## EXERCISE AIM
A single number is the answer here: the count of lines in the data below that include the word "Describe".

(Dataset entries)
§ §
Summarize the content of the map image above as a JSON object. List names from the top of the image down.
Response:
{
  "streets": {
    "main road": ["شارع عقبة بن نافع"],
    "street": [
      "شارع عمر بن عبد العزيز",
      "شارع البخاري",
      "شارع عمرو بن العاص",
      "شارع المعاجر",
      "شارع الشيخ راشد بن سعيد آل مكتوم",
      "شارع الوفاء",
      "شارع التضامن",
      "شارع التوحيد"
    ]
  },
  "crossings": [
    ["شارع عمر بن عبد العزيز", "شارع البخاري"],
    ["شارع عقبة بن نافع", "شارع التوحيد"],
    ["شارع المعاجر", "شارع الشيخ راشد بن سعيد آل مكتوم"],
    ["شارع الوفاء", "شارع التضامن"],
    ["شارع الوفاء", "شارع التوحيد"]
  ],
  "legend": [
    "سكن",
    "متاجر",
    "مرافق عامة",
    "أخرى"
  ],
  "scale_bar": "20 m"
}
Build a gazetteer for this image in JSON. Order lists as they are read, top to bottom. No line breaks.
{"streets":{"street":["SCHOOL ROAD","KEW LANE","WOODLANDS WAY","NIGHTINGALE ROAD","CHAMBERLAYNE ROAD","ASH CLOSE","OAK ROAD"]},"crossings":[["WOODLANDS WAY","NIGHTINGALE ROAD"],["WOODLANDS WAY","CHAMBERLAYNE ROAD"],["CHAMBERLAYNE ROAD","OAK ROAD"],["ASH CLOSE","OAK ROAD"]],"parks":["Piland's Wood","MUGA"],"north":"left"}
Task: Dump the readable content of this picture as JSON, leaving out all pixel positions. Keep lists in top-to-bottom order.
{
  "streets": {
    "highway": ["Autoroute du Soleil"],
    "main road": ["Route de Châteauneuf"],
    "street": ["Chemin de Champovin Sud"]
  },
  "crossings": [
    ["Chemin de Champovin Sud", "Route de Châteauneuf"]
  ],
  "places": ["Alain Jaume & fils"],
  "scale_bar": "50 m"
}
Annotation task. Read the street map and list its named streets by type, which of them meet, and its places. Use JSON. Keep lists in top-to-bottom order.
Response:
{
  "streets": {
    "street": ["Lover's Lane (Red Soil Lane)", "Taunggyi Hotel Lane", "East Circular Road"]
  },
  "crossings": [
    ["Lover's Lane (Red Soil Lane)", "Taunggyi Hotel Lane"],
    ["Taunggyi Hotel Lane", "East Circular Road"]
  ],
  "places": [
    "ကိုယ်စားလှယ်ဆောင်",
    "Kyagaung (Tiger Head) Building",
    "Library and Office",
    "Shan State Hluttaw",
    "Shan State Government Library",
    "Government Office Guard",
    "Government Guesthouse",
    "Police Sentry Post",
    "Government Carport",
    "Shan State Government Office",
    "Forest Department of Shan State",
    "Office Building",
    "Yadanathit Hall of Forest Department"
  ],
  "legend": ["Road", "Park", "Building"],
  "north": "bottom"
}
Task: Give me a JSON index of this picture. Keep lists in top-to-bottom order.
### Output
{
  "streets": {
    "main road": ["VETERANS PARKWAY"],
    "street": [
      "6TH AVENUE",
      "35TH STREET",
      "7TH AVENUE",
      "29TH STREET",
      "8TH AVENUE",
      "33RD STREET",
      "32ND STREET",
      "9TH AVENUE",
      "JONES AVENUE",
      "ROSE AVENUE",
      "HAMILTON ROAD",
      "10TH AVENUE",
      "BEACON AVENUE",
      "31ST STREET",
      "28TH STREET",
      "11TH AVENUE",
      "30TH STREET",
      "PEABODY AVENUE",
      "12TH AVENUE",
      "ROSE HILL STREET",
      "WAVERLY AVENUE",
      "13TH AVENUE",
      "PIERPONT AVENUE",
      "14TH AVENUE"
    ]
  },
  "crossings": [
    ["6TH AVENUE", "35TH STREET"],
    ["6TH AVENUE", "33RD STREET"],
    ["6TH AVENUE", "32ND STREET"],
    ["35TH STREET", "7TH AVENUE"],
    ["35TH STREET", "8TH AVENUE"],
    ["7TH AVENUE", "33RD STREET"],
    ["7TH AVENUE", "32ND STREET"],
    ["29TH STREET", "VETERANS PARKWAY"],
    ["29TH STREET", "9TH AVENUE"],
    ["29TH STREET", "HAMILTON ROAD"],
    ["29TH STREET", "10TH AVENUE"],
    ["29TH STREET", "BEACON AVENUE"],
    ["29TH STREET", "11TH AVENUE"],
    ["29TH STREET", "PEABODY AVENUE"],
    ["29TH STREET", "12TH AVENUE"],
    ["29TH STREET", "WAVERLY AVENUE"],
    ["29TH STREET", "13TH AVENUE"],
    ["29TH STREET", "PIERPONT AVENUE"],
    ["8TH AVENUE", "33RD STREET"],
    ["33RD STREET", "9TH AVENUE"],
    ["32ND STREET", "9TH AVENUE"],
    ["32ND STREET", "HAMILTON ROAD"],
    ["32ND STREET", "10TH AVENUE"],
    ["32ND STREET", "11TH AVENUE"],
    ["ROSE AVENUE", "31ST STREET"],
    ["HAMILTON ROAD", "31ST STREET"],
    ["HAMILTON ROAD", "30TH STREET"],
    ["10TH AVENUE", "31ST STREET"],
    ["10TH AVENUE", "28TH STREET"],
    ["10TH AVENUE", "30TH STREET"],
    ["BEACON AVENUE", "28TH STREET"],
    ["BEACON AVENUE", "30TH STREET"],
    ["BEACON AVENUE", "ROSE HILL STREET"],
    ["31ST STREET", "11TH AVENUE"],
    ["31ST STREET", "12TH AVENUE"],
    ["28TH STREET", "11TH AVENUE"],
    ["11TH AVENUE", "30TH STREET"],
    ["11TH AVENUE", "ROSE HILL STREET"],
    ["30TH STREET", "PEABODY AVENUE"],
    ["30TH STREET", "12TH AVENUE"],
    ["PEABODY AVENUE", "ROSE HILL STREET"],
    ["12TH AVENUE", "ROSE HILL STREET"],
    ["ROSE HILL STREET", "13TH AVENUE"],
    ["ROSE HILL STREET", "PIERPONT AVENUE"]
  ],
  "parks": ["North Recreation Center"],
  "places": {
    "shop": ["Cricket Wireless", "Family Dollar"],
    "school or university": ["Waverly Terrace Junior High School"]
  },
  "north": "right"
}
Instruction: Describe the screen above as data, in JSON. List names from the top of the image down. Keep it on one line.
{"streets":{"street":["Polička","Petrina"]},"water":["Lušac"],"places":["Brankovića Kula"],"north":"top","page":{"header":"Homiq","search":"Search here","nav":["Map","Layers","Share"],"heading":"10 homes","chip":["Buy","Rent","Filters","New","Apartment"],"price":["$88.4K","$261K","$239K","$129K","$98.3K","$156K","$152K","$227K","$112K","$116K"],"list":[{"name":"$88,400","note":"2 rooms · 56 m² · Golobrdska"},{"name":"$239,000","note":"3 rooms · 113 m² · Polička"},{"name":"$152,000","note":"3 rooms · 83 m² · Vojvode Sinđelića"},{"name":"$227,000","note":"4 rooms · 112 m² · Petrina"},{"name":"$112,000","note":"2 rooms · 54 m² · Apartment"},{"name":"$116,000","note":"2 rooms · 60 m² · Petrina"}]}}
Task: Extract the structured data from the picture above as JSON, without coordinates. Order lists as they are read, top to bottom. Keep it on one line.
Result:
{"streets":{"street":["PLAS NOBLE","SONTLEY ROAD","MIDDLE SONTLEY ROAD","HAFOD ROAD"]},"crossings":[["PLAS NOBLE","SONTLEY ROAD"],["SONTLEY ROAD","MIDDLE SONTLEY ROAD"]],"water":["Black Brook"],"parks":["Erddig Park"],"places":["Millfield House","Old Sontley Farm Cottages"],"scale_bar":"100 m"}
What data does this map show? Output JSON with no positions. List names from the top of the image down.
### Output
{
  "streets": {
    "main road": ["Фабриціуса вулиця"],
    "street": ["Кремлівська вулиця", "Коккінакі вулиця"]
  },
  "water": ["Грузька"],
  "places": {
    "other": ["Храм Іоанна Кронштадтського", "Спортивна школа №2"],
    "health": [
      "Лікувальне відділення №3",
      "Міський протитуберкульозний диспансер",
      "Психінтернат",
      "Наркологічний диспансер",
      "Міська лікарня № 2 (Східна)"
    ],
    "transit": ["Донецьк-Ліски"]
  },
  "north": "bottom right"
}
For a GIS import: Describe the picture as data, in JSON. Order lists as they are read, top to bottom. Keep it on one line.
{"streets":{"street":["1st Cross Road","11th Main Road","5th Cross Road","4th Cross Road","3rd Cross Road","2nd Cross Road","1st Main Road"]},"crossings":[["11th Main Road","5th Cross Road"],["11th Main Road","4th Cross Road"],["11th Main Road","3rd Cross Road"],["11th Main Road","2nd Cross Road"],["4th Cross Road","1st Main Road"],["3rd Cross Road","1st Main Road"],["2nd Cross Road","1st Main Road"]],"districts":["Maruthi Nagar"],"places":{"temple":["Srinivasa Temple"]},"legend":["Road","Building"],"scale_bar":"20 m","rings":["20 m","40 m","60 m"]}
§ §
## RESPONSE TO THE TASK
2